GCRR now offers a certification course for clinicians, survivors, and those in professional ministry. Darren and I also discussed what clinicians call Big T Traumas, like physical and sexual abuse, as well as more insidious issues that may be hard to identify. Many survivors of Bible cults come away struggling to explain the stifling environment, the judgment, and the ambient sense of shame. I also noted one of the major mistakes people are prone to when coming out of a state of undue influence. The fundamental attribution error causes us to blame ourselves as individuals for what goes wrong in our lives without giving weight to outside factors. This unconscious bias is particularly damaging when you’ve been taken advantage of by a high-control group that seeks to change your identity. Cult survivors are not just some “stupid people” who fell for a cheap trick; they’re intelligent people who saw through it and want to help others regain their freedom.
Bad actors promoting disinformation have aided the idea that undue influence is not severe.

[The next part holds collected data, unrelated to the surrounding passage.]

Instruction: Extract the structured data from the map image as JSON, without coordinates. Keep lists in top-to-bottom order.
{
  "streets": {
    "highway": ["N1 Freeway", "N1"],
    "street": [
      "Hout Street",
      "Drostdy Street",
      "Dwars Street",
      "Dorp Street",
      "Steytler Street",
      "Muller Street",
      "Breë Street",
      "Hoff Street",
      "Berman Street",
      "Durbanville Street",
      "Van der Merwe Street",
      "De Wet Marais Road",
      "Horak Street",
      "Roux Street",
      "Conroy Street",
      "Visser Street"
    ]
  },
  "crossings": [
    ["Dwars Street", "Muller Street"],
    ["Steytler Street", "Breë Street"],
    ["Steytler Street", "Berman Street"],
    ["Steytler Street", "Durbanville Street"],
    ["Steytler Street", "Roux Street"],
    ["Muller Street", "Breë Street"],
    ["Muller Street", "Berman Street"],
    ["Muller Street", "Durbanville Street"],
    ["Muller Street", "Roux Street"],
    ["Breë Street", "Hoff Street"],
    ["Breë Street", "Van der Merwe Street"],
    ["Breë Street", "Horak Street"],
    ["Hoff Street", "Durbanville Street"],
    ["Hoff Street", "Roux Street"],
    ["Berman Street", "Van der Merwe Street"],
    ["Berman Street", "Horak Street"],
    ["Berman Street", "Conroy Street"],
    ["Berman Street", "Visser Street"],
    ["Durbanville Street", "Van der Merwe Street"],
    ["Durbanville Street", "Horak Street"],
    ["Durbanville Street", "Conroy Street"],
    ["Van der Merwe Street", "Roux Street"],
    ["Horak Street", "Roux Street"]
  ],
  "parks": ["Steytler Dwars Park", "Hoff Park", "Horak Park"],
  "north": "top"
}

I refuse to use the terminology “new religious movements” or NRMs after discovering that some sociologists in the past were being funded by authoritarian cults like Scientology to minimize or deny brainwashing. I also know from personal experience that even when an expert has good intentions, authorities in cults will try to fool them. Eileen Barker, who has famously claimed that the Moonies are not a harmful group, based her ideas on having been to a workshop where she wasn’t converted. However, I know that the Moonies altered their workshops whenever they knew outsiders were coming to investigate them. Barker even received UK government funding for INFORM, a group that did not actually help cult victims or their families.
Darren Slade is helping people understand religious trauma and the rise of awareness movements like #IGotOut. Because of the work being done here at Freedom of Mind and places like the Global Center for Religious Research, former cult members do not have to be alone. They’re a flock of their own, but unlike those they learned from, they won’t turn their backs on a stranger lost in a storm. And the more religious trauma survivors speak up, the more we can unite to prevent the same harm from being done to others.